Australian multifactor productivity crashes

The ABS has released Estimates of Industry Multifactor Productivity for 2018-19, which reveals that multi-factor productivity (MFP) – the driver of living standards – declined by 0.4% in 2018-19:

On an hours worked basis, market sector multifactor productivity (MFP) fell 0.4% in 2018–19, the first decline since 2010–11. Market sector gross value added (GVA) grew 1.3%, the slowest output growth recorded for the market sector. By comparison, combined labour and capital inputs grew 1.6%, reflecting capital services growth of 1.8% and hours worked growth of 1.5%. Labour productivity fell 0.2% in 2018–19, the first recorded negative for the sixteen industry market sector aggregate (since the beginning of the time series in 1994–95).

On a quality adjusted hours worked basis, MFP fell 0.7% and labour productivity fell 0.8%. The weaker growth on this basis reflects a contribution from changes to labour composition, due to educational attainment and work experience…

In 2018–19, MFP fell for eight out of the sixteen market sector industries. The largest falls in MFP were in Agriculture, Forestry and Fishing (– 9.8%), Construction (– 4.0%) and Professional, Scientific and Technical Services (– 3.2%). The largest MFP gain was in Mining (3.8%).

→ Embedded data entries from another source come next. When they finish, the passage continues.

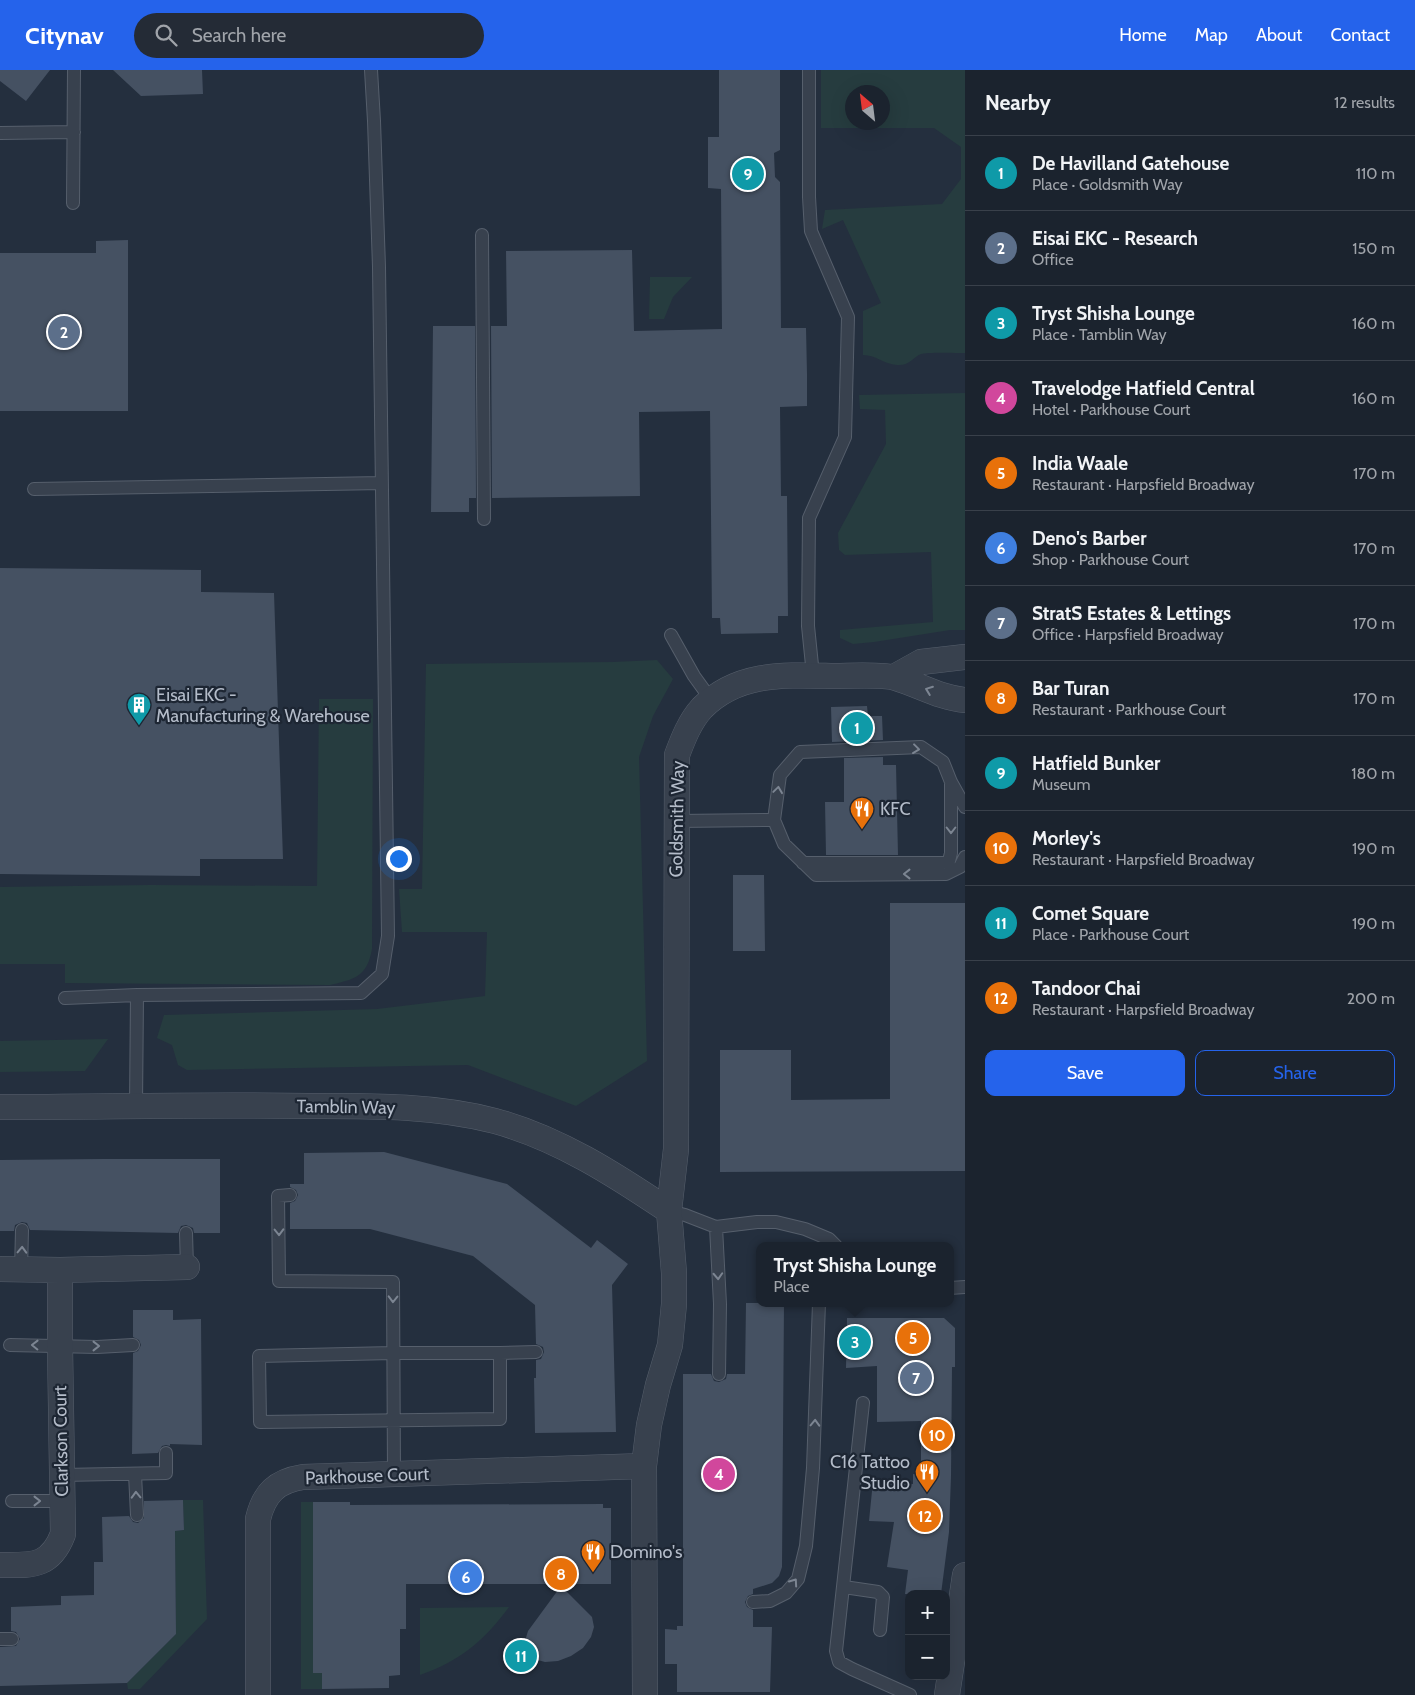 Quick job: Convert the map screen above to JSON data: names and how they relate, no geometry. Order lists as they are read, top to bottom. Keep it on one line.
{"streets":{"street":["Goldsmith Way","Tamblin Way","Clarkson Court","Parkhouse Court"]},"crossings":[["Goldsmith Way","Tamblin Way"],["Goldsmith Way","Parkhouse Court"]],"places":{"building":["Eisai EKC - Manufacturing & Warehouse"],"restaurant":["KFC","C16 Tattoo Studio","Domino's"]},"north":"top left","page":{"header":"Citynav","search":"Search here","nav":["Home","Map","About","Contact"],"heading":["Nearby","12 results"],"list":[{"mark":"1","name":"De Havilland Gatehouse","note":"Place · Goldsmith Way","value":"110 m"},{"mark":"2","name":"Eisai EKC - Research","note":"Office","value":"150 m"},{"mark":"3","name":"Tryst Shisha Lounge","note":"Place · Tamblin Way","value":"160 m"},{"mark":"4","name":"Travelodge Hatfield Central","note":"Hotel · Parkhouse Court","value":"160 m"},{"mark":"5","name":"India Waale","note":"Restaurant · Harpsfield Broadway","value":"170 m"},{"mark":"6","name":"Deno's Barber","note":"Shop · Parkhouse Court","value":"170 m"},{"mark":"7","name":"StratS Estates & Lettings","note":"Office · Harpsfield Broadway","value":"170 m"},{"mark":"8","name":"Bar Turan","note":"Restaurant · Parkhouse Court","value":"170 m"},{"mark":"9","name":"Hatfield Bunker","note":"Museum","value":"180 m"},{"mark":"10","name":"Morley's","note":"Restaurant · Harpsfield Broadway","value":"190 m"},{"mark":"11","name":"Comet Square","note":"Place · Parkhouse Court","value":"190 m"},{"mark":"12","name":"Tandoor Chai","note":"Restaurant · Harpsfield Broadway","value":"200 m"}],"pins":["9","2","1","5","3","7","10","4","12","8","6","11"],"buttons":["Save","Share"],"popup":["Tryst Shisha Lounge","Place"],"map_buttons":["+","−"]}} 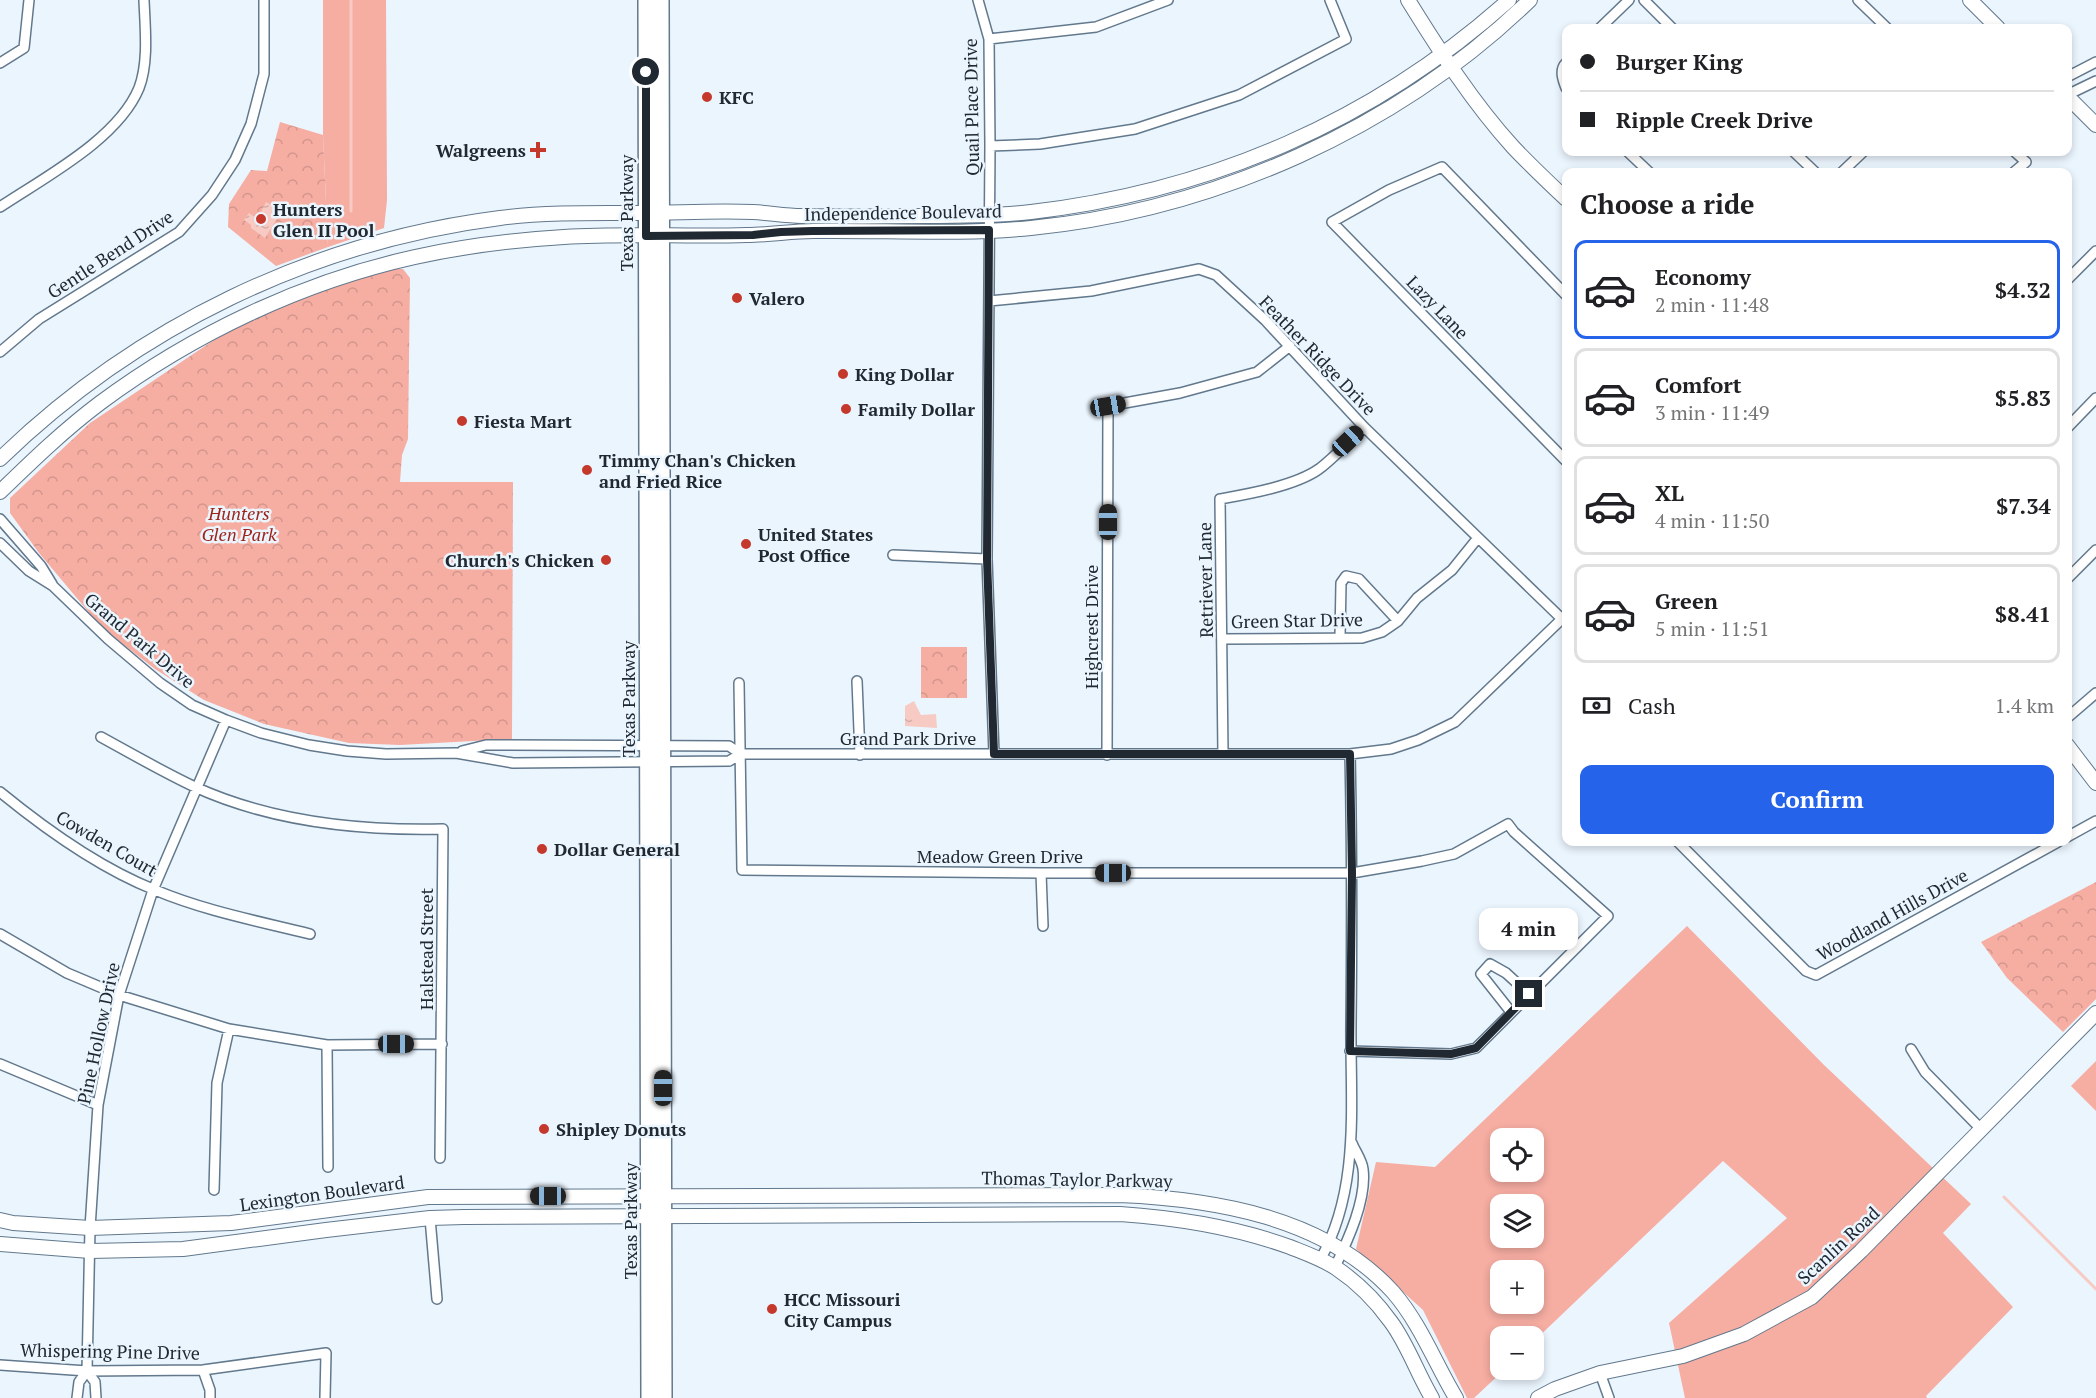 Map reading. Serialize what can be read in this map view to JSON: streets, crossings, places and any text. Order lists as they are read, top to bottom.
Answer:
{
  "streets": {
    "main road": ["Texas Parkway"],
    "street": [
      "Quail Place Drive",
      "Independence Boulevard",
      "Gentle Bend Drive",
      "Lazy Lane",
      "Feather Ridge Drive",
      "Retriever Lane",
      "Green Star Drive",
      "Highcrest Drive",
      "Grand Park Drive",
      "Cowden Court",
      "Meadow Green Drive",
      "Woodland Hills Drive",
      "Halstead Street",
      "Pine Hollow Drive",
      "Thomas Taylor Parkway",
      "Lexington Boulevard",
      "Scanlin Road",
      "Whispering Pine Drive"
    ]
  },
  "crossings": [
    ["Quail Place Drive", "Independence Boulevard"],
    ["Quail Place Drive", "Feather Ridge Drive"],
    ["Quail Place Drive", "Grand Park Drive"],
    ["Independence Boulevard", "Texas Parkway"],
    ["Texas Parkway", "Grand Park Drive"],
    ["Texas Parkway", "Thomas Taylor Parkway"],
    ["Texas Parkway", "Lexington Boulevard"],
    ["Feather Ridge Drive", "Retriever Lane"],
    ["Feather Ridge Drive", "Green Star Drive"],
    ["Feather Ridge Drive", "Highcrest Drive"],
    ["Retriever Lane", "Green Star Drive"],
    ["Retriever Lane", "Grand Park Drive"],
    ["Highcrest Drive", "Grand Park Drive"],
    ["Grand Park Drive", "Meadow Green Drive"],
    ["Grand Park Drive", "Pine Hollow Drive"],
    ["Cowden Court", "Pine Hollow Drive"],
    ["Halstead Street", "Pine Hollow Drive"],
    ["Pine Hollow Drive", "Lexington Boulevard"],
    ["Pine Hollow Drive", "Whispering Pine Drive"],
    ["Thomas Taylor Parkway", "Lexington Boulevard"]
  ],
  "parks": ["Hunters Glen Park"],
  "places": {
    "other": [
      "KFC",
      "Hunters Glen II Pool",
      "Valero",
      "King Dollar",
      "Family Dollar",
      "Fiesta Mart",
      "Timmy Chan's Chicken and Fried Rice",
      "United States Post Office",
      "Church's Chicken",
      "Dollar General",
      "Shipley Donuts",
      "HCC Missouri City Campus"
    ],
    "health": ["Walgreens"]
  },
  "page": {
    "banner": ["Burger King", "Ripple Creek Drive"],
    "heading": "Choose a ride",
    "list": [
      {
        "name": "Economy",
        "note": "2 min · 11:48",
        "value": "$4.32"
      },
      {
        "name": "Comfort",
        "note": "3 min · 11:49",
        "value": "$5.83"
      },
      {
        "name": "XL",
        "note": "4 min · 11:50",
        "value": "$7.34"
      },
      {
        "name": "Green",
        "note": "5 min · 11:51",
        "value": "$8.41"
      }
    ],
    "pay": ["Cash", "1.4 km"],
    "buttons": "Confirm",
    "bubble": "4 min",
    "map_buttons": ["+", "−"]
  }
} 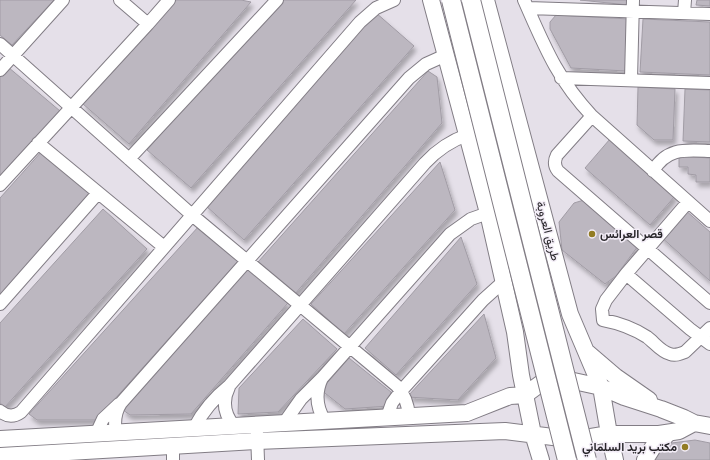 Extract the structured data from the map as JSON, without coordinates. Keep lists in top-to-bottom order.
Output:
{
  "streets": {
    "highway": ["طريق العروبة"]
  },
  "places": ["قصر العرائس", "مكتب بريد السلماني"]
}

There are many underlying reasons why:

  • Crush-loading infrastructure via the immigration ponzi, thus diluting Australia’s capital stock and requiring expensive new infrastructure to be built that is less efficient than what was already in place;
  • Massive over-investment in unproductive capital via the housing bubble;
  • Massive mis-allocation into white elephant energy infrastructure;
  • Over-inflated land costs; and
  • Oligopolies and rent-seeking across almost all facets of the economy, thus destroying innovation, efficiency and good management.

In short, Australia’s economic structure is stuffed. And as long as the economy relies on mass immigration and the housing ponzi to juice growth via consumption and pushing the capacity envelope, productivity will remain poor.